**The data:**
*** Begin section ***

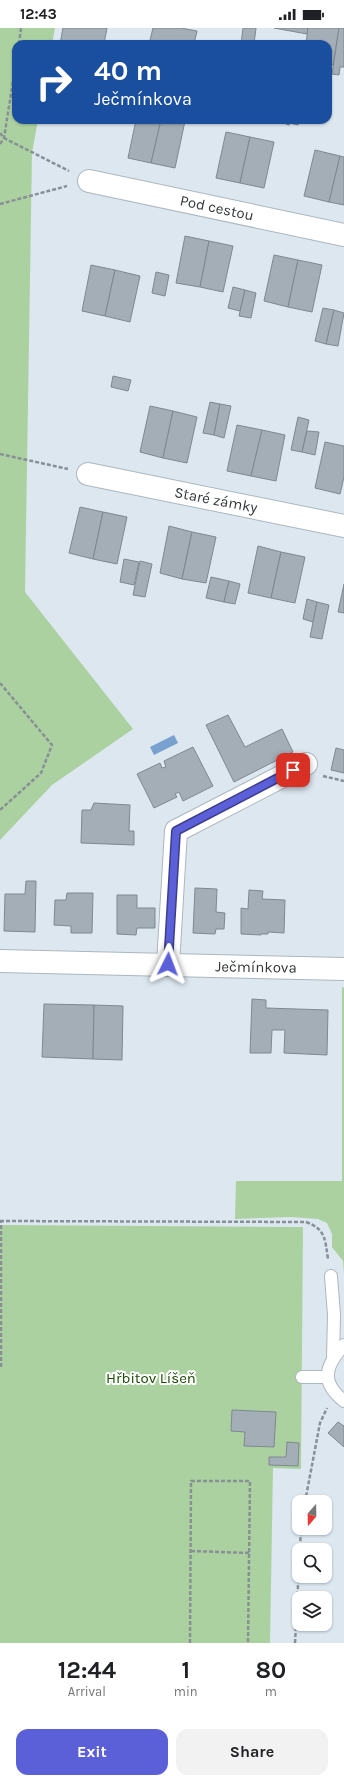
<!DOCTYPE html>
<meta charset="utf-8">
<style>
:root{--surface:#fff;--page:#f2f2f2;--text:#202124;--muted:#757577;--accent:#5c60d8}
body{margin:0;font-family:Karla,sans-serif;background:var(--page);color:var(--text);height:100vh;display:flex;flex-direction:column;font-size:15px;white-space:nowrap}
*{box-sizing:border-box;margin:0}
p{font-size:13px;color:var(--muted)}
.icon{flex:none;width:22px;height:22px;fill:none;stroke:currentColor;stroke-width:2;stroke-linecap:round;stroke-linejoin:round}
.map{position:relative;height:1615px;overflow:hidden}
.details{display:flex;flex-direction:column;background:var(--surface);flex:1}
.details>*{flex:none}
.top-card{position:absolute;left:12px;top:12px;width:320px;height:84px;border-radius:12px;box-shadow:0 1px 3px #0004;background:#1a4fa0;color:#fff;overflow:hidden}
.needle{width:26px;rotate:200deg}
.controls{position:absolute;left:292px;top:1467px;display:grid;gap:8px}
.controls a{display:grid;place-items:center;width:40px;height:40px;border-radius:8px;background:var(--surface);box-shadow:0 1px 3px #0004;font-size:20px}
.pin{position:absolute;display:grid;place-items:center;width:34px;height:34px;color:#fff;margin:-17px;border-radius:8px;box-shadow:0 2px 6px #0006}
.me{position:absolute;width:44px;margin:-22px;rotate:3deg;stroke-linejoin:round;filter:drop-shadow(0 0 3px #0008)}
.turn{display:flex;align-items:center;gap:14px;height:84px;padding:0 16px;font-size:18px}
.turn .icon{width:52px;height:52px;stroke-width:2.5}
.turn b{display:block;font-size:28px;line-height:34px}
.eta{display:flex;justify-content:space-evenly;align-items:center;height:68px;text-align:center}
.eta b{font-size:24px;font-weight:700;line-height:28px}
.action{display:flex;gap:8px;margin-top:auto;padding:8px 16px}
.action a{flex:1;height:46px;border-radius:12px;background:var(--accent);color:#fff;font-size:16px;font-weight:700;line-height:46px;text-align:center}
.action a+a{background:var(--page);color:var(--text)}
.status{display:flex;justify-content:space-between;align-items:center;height:28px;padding:0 20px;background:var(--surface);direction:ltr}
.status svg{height:11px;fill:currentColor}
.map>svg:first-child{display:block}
.green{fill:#acd1a0}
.water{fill:#78a1d0}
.building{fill:#a4aeb7;stroke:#7f8890}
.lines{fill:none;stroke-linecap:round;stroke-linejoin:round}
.lane-casing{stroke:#acb7bf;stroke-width:14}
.street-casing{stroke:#acb7bf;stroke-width:24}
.path{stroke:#889096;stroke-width:2.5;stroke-dasharray:4 2;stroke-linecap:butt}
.lane{stroke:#fff;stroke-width:12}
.street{stroke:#fff;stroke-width:22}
.route-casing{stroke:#3c3e8c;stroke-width:10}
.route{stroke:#5c60d8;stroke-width:7}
.labels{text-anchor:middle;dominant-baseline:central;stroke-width:4;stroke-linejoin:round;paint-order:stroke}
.street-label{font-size:15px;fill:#323639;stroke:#fff}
.park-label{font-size:15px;fill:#174900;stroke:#fff}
</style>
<div class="status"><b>12:43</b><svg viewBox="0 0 49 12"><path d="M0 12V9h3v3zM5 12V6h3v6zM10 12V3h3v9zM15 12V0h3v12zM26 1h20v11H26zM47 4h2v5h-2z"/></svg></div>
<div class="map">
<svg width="344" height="1615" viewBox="0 0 344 1615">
<rect width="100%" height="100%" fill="#dce7f0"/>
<!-- green -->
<g class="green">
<polygon points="0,0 55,0 52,16 16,16 16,92 38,92 32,125 25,564 133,701 52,757 0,812"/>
<polygon points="342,959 344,960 344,1246 343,1233 332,1219 332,1206 327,1195 318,1191 291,1189 235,1191 236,1153 342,1153"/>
<polygon points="0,1197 303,1199 301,1441 273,1440 270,1615 0,1615"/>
</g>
<!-- water -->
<polygon class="water" points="174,707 178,715 154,727 150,719"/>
<!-- building -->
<g class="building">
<polygon points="63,0 107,0 104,16 60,16"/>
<polygon points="153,0 181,0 197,3 194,16 149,16"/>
<polygon points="243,0 256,0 254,16 241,16"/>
<polygon points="274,0 308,0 307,6"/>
<polygon points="308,0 339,0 333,37 328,36 328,16 306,16"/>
<polygon points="339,0 344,0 344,39 340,39 339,47 332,46"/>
<polygon points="136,92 161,92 151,135 128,130"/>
<polygon points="161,92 185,93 175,140 151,135"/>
<polygon points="274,92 299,92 298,97 290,95 289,97"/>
<polygon points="226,104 250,109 240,155 216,150"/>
<polygon points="250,109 274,114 264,160 240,155"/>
<polygon points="315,122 340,128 329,174 304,168"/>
<polygon points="340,128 344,129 344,177 329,174"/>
<polygon points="185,208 209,213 200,259 176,255"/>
<polygon points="209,213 233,218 223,264 200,259"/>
<polygon points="274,227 298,232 288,279 264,273"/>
<polygon points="298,232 322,237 312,284 288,279"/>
<polygon points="91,237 115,242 105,288 82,283"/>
<polygon points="115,242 140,248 130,294 105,288"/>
<polygon points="156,244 169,247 165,268 152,265"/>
<polygon points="233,259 245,262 240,283 228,280"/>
<polygon points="245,262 256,265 251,290 239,288"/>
<polygon points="323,280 334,282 326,316 315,313"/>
<polygon points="334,282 344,285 338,318 326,316"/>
<polygon points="113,348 131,352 128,363 111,359"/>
<polygon points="210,374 220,376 214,407 203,405"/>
<polygon points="220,376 231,378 224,410 214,407"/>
<polygon points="150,378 173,383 163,430 140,424"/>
<polygon points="173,383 197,389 187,435 163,430"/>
<polygon points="298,389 309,392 302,424 291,422"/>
<polygon points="237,397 262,402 251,448 227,443"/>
<polygon points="262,402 285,407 276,453 251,448"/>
<polygon points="307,403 319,404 315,427 302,424"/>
<polygon points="325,414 344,418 344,449 340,466 315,460"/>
<polygon points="80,479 103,484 93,531 69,525"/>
<polygon points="103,484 127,489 117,536 93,531"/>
<polygon points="169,498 192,504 182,551 160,545"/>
<polygon points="192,504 216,509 206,555 182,551"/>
<polygon points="258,518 281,524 271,570 248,565"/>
<polygon points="281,524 305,529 295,575 271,570"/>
<polygon points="124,531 139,534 134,557 120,554"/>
<polygon points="140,533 152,536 145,569 133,567"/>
<polygon points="211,549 229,553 224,574 206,570"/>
<polygon points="229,553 240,556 235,576 224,574"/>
<polygon points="344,556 344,585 338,584"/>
<polygon points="307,571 317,574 313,594 303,591"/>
<polygon points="317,574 329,577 322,611 310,609"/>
<polygon points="228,687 245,719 282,701 293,724 234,754 206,697"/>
<polygon points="193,719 213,758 183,773 179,764 175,766 177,769 154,780 137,746 160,735 162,740 166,739 164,733"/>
<polygon points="336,720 344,722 344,745 331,742"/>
<polygon points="94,775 130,777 129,803 134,803 134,817 81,815 82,782 91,782"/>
<polygon points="26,853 36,853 35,904 4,903 5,866 25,866"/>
<polygon points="195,860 217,861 216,884 225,885 224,901 216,901 215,906 193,905"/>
<polygon points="249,862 263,863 262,871 285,872 284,905 268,904 268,906 261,906 261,907 241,906 241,880 248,881"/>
<polygon points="67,865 93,865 92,905 71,905 71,898 54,897 55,872 66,872"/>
<polygon points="117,867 137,867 137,880 155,880 155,900 137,900 136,907 117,906"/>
<polygon points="252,971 266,972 266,980 328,982 327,1027 284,1025 285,1002 272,1002 271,1025 250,1025"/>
<polygon points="44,976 94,977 93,1031 42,1029"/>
<polygon points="94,977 123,978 122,1032 93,1031"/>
<polygon points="232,1382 276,1384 274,1419 244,1418 245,1404 231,1403"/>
<polygon points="338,1394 344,1398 344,1419 328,1405"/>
<polygon points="287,1414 299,1415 298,1438 269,1437 269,1429 286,1429"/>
</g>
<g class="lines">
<!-- lane casing -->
<g class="lane-casing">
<g id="lane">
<polyline points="331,1248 334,1287 333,1330"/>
<path d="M 344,1317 C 325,1338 320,1354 344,1373"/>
<polyline points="302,1349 327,1349"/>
</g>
</g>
<!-- street casing -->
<g class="street-casing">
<g id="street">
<polyline points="89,153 344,207"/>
<polyline points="88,446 344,498"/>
<polyline points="0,933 344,941"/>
<polyline points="168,936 176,803 306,736"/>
</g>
</g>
<!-- path -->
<g class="path">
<polyline points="19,16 21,0"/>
<polyline points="0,105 4,110 69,143"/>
<polyline points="0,116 4,110 16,34"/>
<polyline points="0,176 67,158"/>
<polyline points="0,426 68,441"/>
<polyline points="0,655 52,717 41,745 0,782"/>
<polyline points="323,748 344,753"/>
<path d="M 0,1193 L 306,1194 C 326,1201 325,1212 328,1231"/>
<polyline points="1,1339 1,1193"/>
<polyline points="305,1474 320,1395 327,1380"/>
<polyline points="191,1523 249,1525"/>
<polyline points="190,1615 191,1453 250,1453 248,1615"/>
<polyline points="295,1615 301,1500"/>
</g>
<!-- lane -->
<use href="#lane" class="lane"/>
<!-- street -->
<use href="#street" class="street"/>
</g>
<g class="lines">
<!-- route casing -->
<g class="route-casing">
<polyline id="route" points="168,936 176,803 293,742"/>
</g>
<!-- route -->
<use href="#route" class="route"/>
</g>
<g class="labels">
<!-- street labels -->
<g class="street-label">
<text transform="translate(217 180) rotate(12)">Pod cestou</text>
<text transform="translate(216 472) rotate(11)">Staré zámky</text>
<text transform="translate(256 939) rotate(1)">Ječmínkova</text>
</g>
<!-- park labels -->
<g class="park-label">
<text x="151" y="1350">Hřbitov Líšeň</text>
</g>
</g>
</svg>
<div class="controls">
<a><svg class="needle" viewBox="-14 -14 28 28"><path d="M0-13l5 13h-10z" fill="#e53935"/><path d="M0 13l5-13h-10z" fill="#757577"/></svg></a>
<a><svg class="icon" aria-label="search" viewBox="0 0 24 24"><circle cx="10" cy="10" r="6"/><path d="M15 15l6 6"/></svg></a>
<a><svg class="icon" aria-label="layers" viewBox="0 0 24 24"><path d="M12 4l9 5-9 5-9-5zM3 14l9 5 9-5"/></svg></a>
</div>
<div class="pin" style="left:293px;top:742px;background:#d93025"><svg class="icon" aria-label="arrive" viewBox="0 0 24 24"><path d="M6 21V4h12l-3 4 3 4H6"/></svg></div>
<svg class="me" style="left:168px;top:936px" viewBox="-20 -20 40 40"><path d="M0-17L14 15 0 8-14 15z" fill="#5c60d8" stroke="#fff" stroke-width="4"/></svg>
<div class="top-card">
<div class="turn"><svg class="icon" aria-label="right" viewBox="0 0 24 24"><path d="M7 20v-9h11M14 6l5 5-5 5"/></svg><div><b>40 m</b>Ječmínkova</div></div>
</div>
</div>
<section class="details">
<div class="eta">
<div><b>12:44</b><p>Arrival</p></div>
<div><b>1</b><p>min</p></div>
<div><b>80</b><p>m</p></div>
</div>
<div class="action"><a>Exit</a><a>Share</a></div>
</section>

*** End section ***

**What is required:** Pull every line holding "controls" out of the records.

**Output:**
.controls{position:absolute;left:292px;top:1467px;display:grid;gap:8px}
.controls a{display:grid;place-items:center;width:40px;height:40px;border-radius:8px;background:var(--surface);box-shadow:0 1px 3px #0004;font-size:20px}
<div class="controls">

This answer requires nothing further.